Specific works are copyrighted and copyright laws create a civil liability for a person who creates works that are substantially similar to a copyrighted work.
Copyright doesn’t allow publishers to go after Adobe because a person used Photoshop to make a fake Disney poster. This is why things like Bittorrent can legally exist despite being used primarily for copyright violation. Copyright laws apply to people and the works that they create.

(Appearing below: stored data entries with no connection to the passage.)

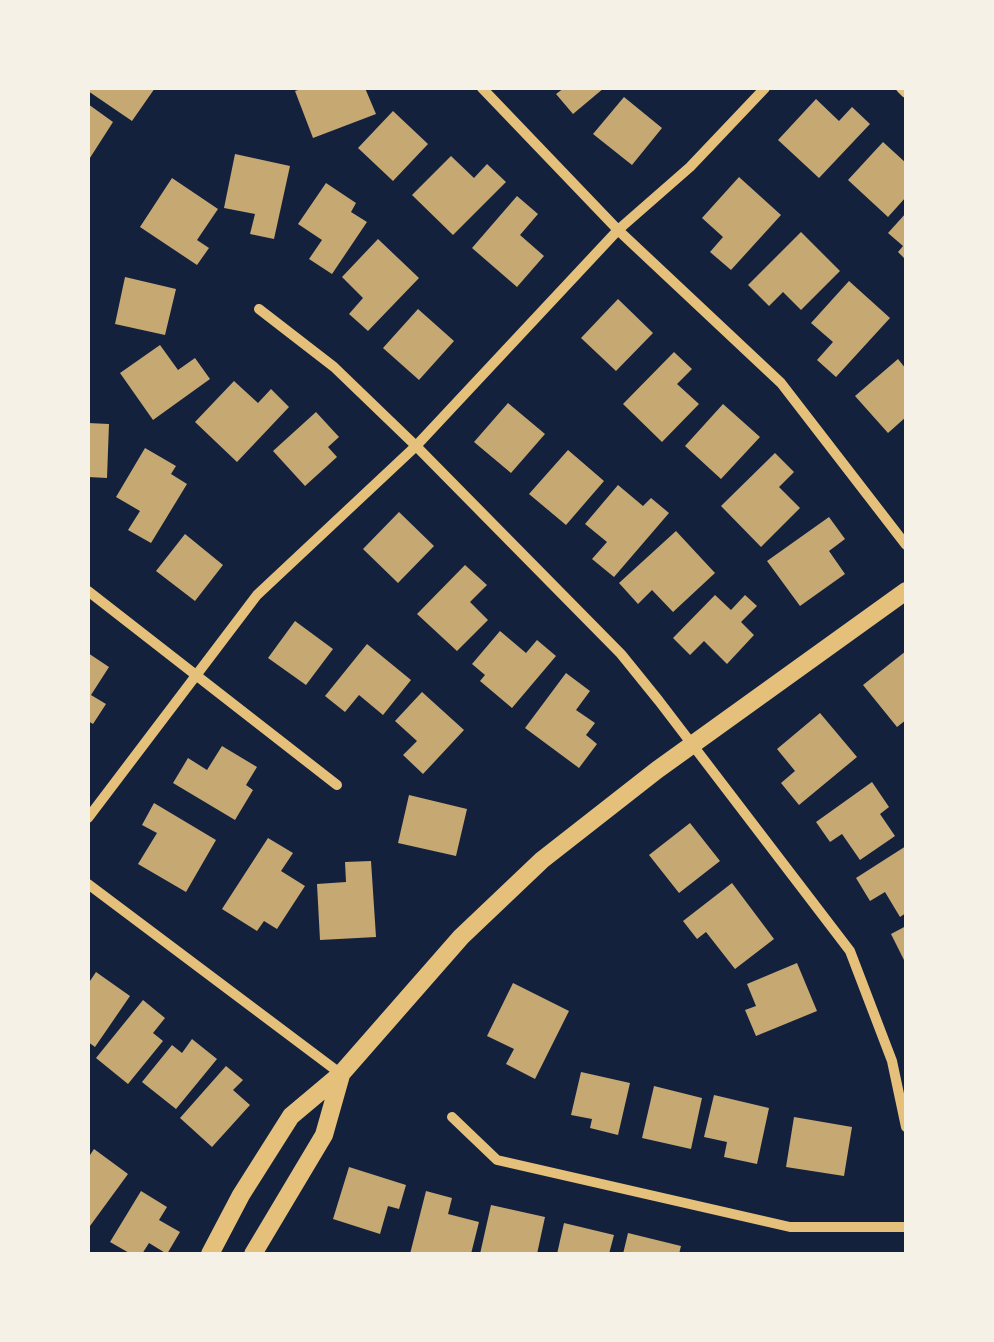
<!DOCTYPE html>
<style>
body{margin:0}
#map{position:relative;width:994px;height:1342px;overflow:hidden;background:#14213d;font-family:"Nunito Sans",sans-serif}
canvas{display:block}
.frame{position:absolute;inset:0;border:90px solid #f6f1e7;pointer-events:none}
</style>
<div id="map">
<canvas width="994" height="1342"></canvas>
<div class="frame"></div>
</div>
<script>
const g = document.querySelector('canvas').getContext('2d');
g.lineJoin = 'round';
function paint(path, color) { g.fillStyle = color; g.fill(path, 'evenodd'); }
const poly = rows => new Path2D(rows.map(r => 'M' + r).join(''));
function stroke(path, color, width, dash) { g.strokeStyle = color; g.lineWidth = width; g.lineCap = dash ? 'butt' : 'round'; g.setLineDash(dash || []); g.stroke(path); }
paint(poly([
 [91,88,155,88,132,121,88,91],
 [304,88,365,88,376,114,313,138,295,91],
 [564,88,604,88,573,114,556,94],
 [624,97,662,128,632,165,593,134],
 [816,99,839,121,852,107,870,124,819,178,778,140],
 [88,104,113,122,88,161],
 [393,111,428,144,393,181,358,148],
 [883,142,906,163,906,197,888,217,848,180],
 [235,154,290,166,274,239,250,234,255,214,224,208],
 [451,156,474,178,487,164,506,182,453,235,412,195],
 [739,177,781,215,731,270,710,252,723,237,702,218],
 [172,178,218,209,197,240,209,248,197,265,140,227],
 [326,183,356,203,351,212,367,222,332,274,309,259,322,240,298,224],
 [517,196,538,214,520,235,544,256,517,287,472,248],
 [906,213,906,260,898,252,903,246,888,233],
 [801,232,840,271,801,310,783,292,769,306,748,285],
 [378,239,419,278,368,331,349,314,363,298,342,277],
 [125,277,176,289,165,335,115,324],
 [849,281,890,318,836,377,817,360,833,342,811,323],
 [618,299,653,333,616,371,581,338],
 [418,309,454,341,419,380,383,348],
 [160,345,178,370,195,358,210,379,153,420,120,373],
 [674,352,692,369,677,384,699,404,662,442,623,404],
 [898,359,906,369,906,417,888,433,855,396],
 [234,381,258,403,271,389,289,407,237,462,195,422],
 [508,403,545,434,511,473,474,442],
 [723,404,760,437,721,479,685,446],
 [316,412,339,437,328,447,337,457,305,486,273,451],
 [88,423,109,424,107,478,88,477],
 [145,448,176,466,171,474,187,484,151,543,128,530,140,511,116,497],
 [568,450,604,481,566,525,529,494],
 [775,453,794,472,779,487,800,508,761,547,721,506],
 [618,485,643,506,651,498,669,513,614,577,592,559,607,542,585,524],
 [399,512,434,546,398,583,363,549],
 [829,517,845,539,829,551,845,574,800,606,767,561],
 [676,531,715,573,673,612,652,590,638,604,619,583],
 [185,534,223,565,195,601,156,571],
 [465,565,487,585,470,602,488,620,457,651,417,614],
 [715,595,731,610,745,595,757,606,741,622,754,635,727,664,704,641,690,655,673,638],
 [295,621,333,649,306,685,268,658],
 [500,631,526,653,537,640,556,656,512,708,480,681,485,675,472,664],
 [367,644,411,680,383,715,359,695,345,712,325,696],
 [906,651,906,720,897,727,863,685],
 [88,653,109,667,91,695,106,704,93,724,88,721],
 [566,673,590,691,576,710,595,723,586,735,597,744,579,768,525,728],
 [422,692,464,730,423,774,403,755,417,741,395,721],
 [820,713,857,757,799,805,781,783,795,771,777,749],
 [222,746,257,767,246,785,253,790,235,820,173,783,188,758,207,770],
 [872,782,889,807,880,814,895,836,860,860,842,834,830,842,816,822],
 [409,795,467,809,456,856,398,843],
 [154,803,216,840,186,892,138,864,157,833,142,825],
 [690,823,720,861,679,893,649,855],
 [268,838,293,853,281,871,305,886,277,929,264,921,257,931,222,909],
 [906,846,906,913,900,917,885,892,870,901,856,878],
 [371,861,376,937,320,940,317,884,346,882,345,862],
 [732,883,774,939,735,969,706,932,697,939,683,921],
 [906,926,906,964,891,934],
 [797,963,817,1011,756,1036,745,1010,756,1006,747,984],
 [96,972,130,996,95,1047,88,1042,88,984],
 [513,983,569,1011,535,1079,506,1064,514,1049,487,1036],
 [143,1000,165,1018,153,1033,163,1041,128,1084,96,1058],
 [192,1039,217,1059,176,1109,142,1082,172,1045,182,1053],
 [226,1066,243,1080,233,1090,250,1105,212,1147,180,1118],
 [581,1072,630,1083,618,1135,590,1128,592,1119,571,1115],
 [654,1086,702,1098,691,1149,642,1138],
 [714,1095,769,1108,757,1164,724,1157,727,1142,704,1137],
 [794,1117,852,1127,844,1176,786,1167],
 [94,1149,128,1174,90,1226,88,1224,88,1158],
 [349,1167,406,1185,399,1209,388,1206,380,1234,333,1219],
 [141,1191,167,1207,159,1220,180,1232,167,1254,149,1243,142,1254,131,1254,110,1242],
 [426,1191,452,1198,448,1214,479,1222,471,1254,410,1254],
 [491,1205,545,1217,537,1254,480,1254],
 [564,1223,614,1235,609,1254,557,1254],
 [628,1233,681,1246,679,1254,623,1254]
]), '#c6a872');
stroke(poly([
 [482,88,618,230,781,383,906,545],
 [901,88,906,93],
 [259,309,334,367,416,446,621,654,659,701,850,951,892,1061,906,1127],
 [88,591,337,785],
 [88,818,257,595,416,446,618,230,690,167,765,88],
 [88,884,341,1074],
 [452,1117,497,1160,790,1227,906,1227]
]), '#e5c07b', 10);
stroke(poly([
 [210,1254,241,1195,291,1116,341,1074,461,937,542,860,657,770,906,591],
 [253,1254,324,1135,341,1075]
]), '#e5c07b', 18);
</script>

A generated Marvel movie is substantially similar to a copyrighted Marvel movie and so copyright law protects it. A diffusion model is not substantially similar to any copyrighted work by Disney and so copyright laws don’t apply here.
@FauxLiving @Jason2357
I take a bold stand on the whole topic:
I think AI is a big Scam ( pattern matching has nothing to do with !!! intelligence !!! ).
And this Scam might end as the Dot-Com bubble in the late 90s ( https://en.wikipedia.org/wiki/Dot-com/_bubble ) including the huge economic impact cause to many people have invested in an “idea” not in an proofen technology.
And as the Dot-Com bubble once the AI bubble has been cleaned up Machine Learning and Vector Databases will stay forever ( maybe some other part of the tech ).
Both don’t need copyright changes cause they will never try to be one solution for everything. Like a small model to transform text to speech … like a small model to translate … like a full text search using a vector db to index all local documents …
Like a small tool to sumarize text.
I agree, and I think your points line up with Doctorow’s other writing on the subject. It’s just hard to cover everything in one short essay.
Ahhh, it makes more sense now. Thank you!
Let’s give them this one last win. For spite.